南極半島付近で、ボートとドローンを使ってザトウクジラを調査する様子。

南極半島付近で、ボートとドローンを使ってザトウクジラを調査する様子。

Duke University Marine Robotics and Remote Sensing under NOAA permit 1 4809 - 03 and ACA permits 2015 - 011 and 2020 - 016

  • クジラは地球上で最も大きな動物であり、その巨大な体は炭素循環の一翼を担っている。
  • 彼らは生きている間に体内に炭素を取り込み、その排泄物で生物多様性を育む。
  • 死ぬと海の底に沈み、炭素の貯蔵庫として機能しているという。

クジラは生きているときも、死んでからも、炭素を大気から隔離していると研究者が論文で述べている。

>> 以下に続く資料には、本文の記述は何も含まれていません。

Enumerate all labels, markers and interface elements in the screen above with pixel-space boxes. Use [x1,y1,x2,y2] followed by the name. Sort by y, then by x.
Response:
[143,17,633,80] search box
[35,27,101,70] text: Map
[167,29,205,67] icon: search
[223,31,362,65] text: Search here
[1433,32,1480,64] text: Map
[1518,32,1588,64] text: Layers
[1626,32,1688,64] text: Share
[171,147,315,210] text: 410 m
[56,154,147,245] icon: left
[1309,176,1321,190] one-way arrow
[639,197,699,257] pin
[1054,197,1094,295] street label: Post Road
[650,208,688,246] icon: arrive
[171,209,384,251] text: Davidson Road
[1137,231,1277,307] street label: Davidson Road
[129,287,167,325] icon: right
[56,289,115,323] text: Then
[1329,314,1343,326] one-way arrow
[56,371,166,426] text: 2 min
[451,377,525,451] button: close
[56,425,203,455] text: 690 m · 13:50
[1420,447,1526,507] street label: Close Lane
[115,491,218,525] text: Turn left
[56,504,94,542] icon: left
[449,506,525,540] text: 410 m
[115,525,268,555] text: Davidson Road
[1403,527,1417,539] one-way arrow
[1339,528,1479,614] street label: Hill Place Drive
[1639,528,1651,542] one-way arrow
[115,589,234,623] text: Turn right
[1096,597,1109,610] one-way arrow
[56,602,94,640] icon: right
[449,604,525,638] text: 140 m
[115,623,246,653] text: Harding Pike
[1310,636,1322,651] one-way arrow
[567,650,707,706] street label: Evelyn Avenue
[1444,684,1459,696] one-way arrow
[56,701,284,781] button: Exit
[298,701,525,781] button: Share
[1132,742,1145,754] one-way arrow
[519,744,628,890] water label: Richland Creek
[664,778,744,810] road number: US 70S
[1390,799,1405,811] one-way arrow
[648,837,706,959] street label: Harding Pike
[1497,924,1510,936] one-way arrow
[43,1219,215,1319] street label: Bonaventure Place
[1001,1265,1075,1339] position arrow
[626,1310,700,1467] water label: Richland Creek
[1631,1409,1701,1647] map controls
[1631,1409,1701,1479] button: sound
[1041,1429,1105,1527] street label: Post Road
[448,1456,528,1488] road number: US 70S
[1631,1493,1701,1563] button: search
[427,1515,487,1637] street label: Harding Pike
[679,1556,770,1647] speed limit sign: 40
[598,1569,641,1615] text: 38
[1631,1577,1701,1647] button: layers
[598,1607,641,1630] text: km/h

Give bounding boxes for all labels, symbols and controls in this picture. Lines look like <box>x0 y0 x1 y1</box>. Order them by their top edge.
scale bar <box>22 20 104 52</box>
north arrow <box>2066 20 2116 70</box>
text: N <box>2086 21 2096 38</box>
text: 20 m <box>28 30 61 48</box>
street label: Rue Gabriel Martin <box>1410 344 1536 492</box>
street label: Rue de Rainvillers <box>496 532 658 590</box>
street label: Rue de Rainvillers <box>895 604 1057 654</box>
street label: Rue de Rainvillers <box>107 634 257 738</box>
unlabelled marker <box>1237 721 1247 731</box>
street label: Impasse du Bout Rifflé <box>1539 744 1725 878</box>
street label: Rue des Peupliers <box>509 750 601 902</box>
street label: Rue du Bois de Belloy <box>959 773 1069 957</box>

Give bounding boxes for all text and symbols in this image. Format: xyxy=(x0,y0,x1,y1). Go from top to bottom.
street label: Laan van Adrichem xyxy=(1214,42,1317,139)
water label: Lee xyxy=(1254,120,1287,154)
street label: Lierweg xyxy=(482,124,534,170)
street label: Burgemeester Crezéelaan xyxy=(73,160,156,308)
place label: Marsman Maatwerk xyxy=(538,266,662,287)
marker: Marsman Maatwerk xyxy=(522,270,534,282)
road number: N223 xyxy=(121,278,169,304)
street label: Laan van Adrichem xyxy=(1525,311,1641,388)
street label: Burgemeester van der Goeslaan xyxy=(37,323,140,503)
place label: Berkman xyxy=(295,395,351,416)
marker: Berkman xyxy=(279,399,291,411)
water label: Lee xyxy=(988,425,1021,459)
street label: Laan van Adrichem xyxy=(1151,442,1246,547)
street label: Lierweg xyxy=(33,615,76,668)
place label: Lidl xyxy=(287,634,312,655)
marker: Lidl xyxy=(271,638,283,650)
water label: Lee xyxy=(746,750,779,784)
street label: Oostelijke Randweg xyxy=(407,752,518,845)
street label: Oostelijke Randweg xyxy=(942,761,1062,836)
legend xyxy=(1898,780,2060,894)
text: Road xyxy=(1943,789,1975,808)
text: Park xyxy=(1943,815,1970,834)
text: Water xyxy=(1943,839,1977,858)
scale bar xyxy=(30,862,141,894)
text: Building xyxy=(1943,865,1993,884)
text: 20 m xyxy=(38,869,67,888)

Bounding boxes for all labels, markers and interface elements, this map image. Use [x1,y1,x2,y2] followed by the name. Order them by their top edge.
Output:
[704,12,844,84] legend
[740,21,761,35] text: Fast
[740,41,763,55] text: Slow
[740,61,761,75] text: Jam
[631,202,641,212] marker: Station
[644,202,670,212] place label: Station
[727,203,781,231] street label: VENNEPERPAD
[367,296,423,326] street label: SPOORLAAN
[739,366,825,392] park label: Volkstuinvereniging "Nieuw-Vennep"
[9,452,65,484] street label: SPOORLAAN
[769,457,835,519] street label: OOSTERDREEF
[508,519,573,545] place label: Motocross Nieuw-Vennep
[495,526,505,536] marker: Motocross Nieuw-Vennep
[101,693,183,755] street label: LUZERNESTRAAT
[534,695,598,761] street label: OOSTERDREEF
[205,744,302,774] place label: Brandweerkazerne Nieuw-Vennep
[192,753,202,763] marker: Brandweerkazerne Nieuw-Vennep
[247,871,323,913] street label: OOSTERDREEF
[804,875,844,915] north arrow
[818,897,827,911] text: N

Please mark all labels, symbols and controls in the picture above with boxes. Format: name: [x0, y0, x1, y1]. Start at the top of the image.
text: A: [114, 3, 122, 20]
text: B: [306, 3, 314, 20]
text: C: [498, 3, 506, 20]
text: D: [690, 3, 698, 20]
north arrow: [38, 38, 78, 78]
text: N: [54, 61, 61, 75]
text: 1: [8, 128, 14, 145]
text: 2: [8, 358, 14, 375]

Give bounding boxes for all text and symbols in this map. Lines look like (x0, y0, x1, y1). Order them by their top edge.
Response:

クジラは非常に大きい。最大のものになると恐竜よりも大きい。そのため生涯を通じて取り込む炭素の量も相当なものだ。クジラが炭素を貯蔵する能力だけで、気候危機の解決につながるわけではないが、それでもクジラの生息数を増やすべき理由の1つになっていると科学者は考えている。

彼らの研究をまとめた論文が、学術誌「Trends in Ecology and Evolution」に2022年12月15日付で掲載された

クジラは自然に炭素を蓄えている

クジラがフンをすると、それを餌とするプランクトンが増え、プランクトンは大気中の炭素を取り込む。クジラが死ぬと、海底で炭素の貯蔵庫となる。このような炭素隔離の仕組みが下図で説明されている。

クジラによる炭素隔離の仕組み。

クジラによる炭素隔離の仕組み。

Trends in Ecology & Evolution/Pearson

大小を問わず、どんな動物も炭素循環を担っている。地球上のすべての生命体の中に炭素が存在しており、動物は植物や他の動物を食べることで炭素を取り込み、植物は大気から炭素を取り込んでいる。

動物が取り込んだ炭素は、その動物が死ぬまで体内に蓄積されるか、フンとして排出される。それが他の動物や植物に取り込まれ、再び食物連鎖に戻される。

クジラのように大きな体になると、その影響も極めて大きなものになる。

「クジラは非常に大きいので、蓄えている炭素の量も相当なものだろう」と、論文の筆頭著者でアラスカ・サウスイースト大学の生物学者ハイディ・ピアソン(Heidi Pearson)はInsiderに語っている。